Un episodio di allarme per un bambino chiuso in auto si è verificato a San Donato Milanese il 5 giugno 2026 alle 14:24. La situazione è nata quando la madre del piccolo si è allontanata per recuperare una copia delle chiavi nella frazione di Poascolasciando la nonna nei pressi del veicolo. Dopo pochi minuti alcuni passanti hanno notato il disagio del minore e hanno chiamato i soccorsi.
Intervento dei vigili del fuoco di Melegnano e della polizia locale
Sul posto sono giunti rapidamente i soccorsi: i vigili del fuoco del distaccamento di Melegnano e gli agenti della Polizia Locale di San Donato Milanese. Per raggiungere il bambino all’interno dell’abitacolo è stato necessario un intervento tecnico: i pompieri hanno rotto il piccolo finestrino laterale della portiera anteriore sinistra per poter aprire la portiera e mettere il minore in sicurezza. L’azione è stata eseguita con strumenti idonei per limitare i rischi e consentire un rapido accesso.
Dettagli temporali e dinamica
Il soccorso è avvenuto nella stessa giornata del 5 giugno 2026 intorno alle 14:24; secondo le ricostruzioni, il bambino è rimasto nell’auto per un periodo breve. Come ricordato dai soccorritori: “Fortunatamente il bambino era chiuso in auto da poco tempo, circa un quarto d’ora.” Questa tempistica ha permesso di evitare complicazioni legate al caldo o ad altre emergenze mediche.

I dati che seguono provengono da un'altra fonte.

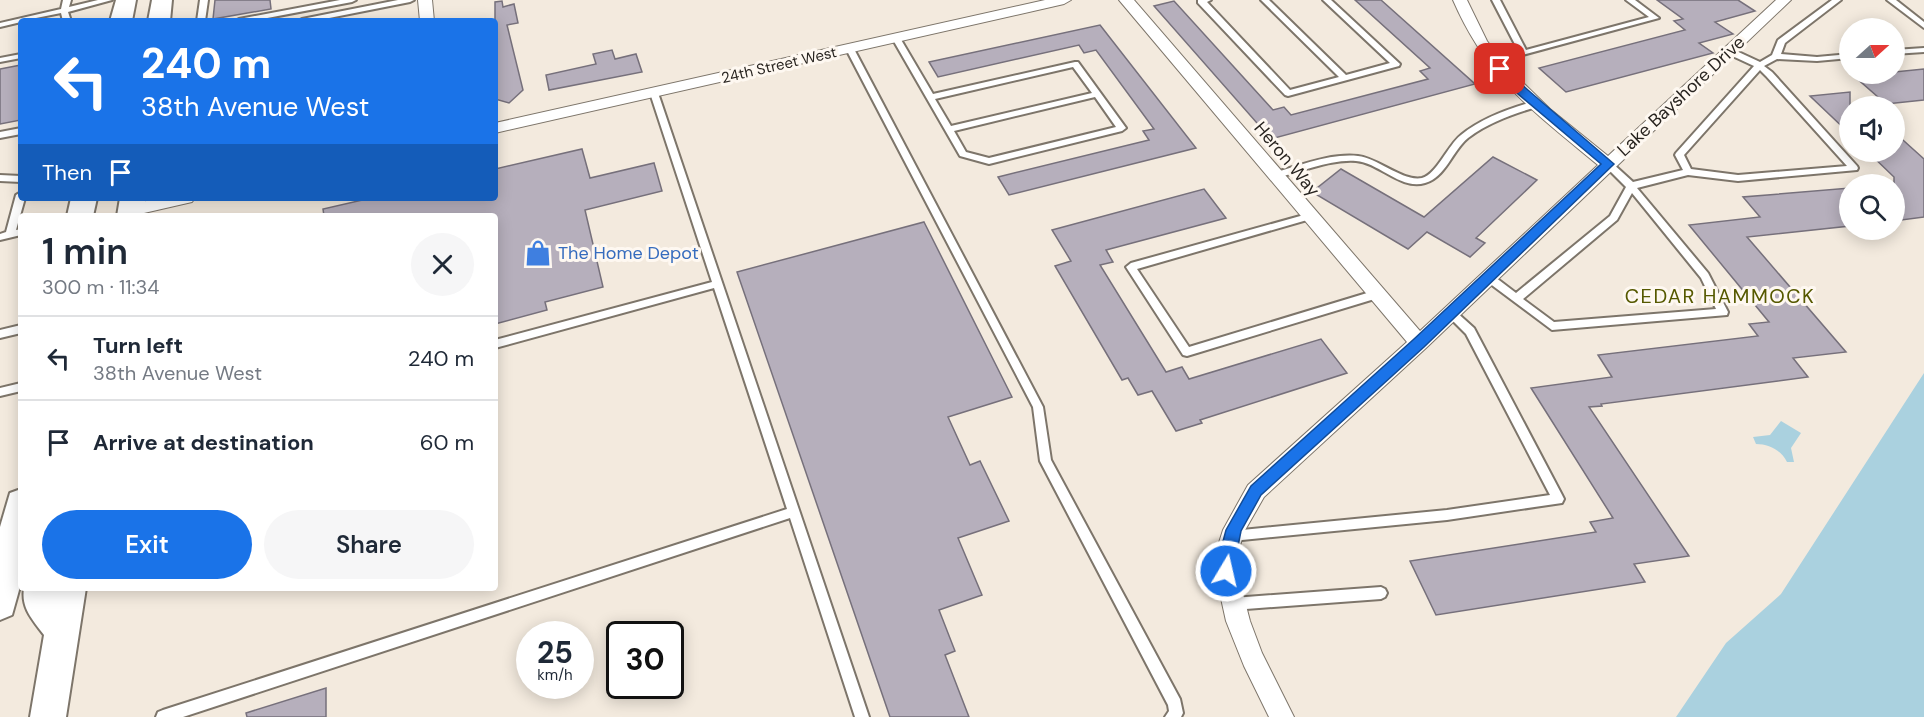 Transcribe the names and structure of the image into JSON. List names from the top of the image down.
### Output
{
  "streets": {
    "street": ["24th Street West", "Lake Bayshore Drive", "Heron Way"]
  },
  "crossings": [
    ["Lake Bayshore Drive", "Heron Way"]
  ],
  "districts": ["CEDAR HAMMOCK"],
  "places": {
    "shop": ["The Home Depot"]
  },
  "north": "right",
  "page": {
    "turn": ["240 m", "38th Avenue West"],
    "then": "Then",
    "heading": ["1 min", "300 m · 11:34"],
    "list": [
      {
        "name": "Turn left",
        "note": "38th Avenue West",
        "value": "240 m"
      },
      {
        "name": "Arrive at destination",
        "value": "60 m"
      }
    ],
    "buttons": ["Exit", "Share"],
    "speed": "25 km/h",
    "limit": "30"
  }
}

Verifica delle condizioni del minore e esito dell’intervento
Dopo l’apertura del veicolo i soccorritori hanno controllato lo stato di salute del bambino. I vigili del fuoco e la polizia locale hanno constatato che il minore non presentava problemi evidenti e non è stata necessaria l’attivazione di un’ambulanza per il trasporto in ospedale. I soccorritori hanno dichiarato: “Abbiamo aperto immediatamente il veicolo e il piccolo non presentava alcun problema.” L’intervento è stato definito dagli operatori come risolto senza complicazioni: “Si è trattato di un intervento semplice, senza particolari conseguenze”.
La rapidità dell’allerta da parte dei passanti e la tempestività dell’arrivo dei mezzi di soccorso hanno giocato un ruolo decisivo nel garantire un esito positivo. L’azione coordinata tra Vigili del fuoco e Polizia Locale ha permesso di ridurre i tempi di recupero del minore e di limitare i danni al veicolo al minimo indispensabile.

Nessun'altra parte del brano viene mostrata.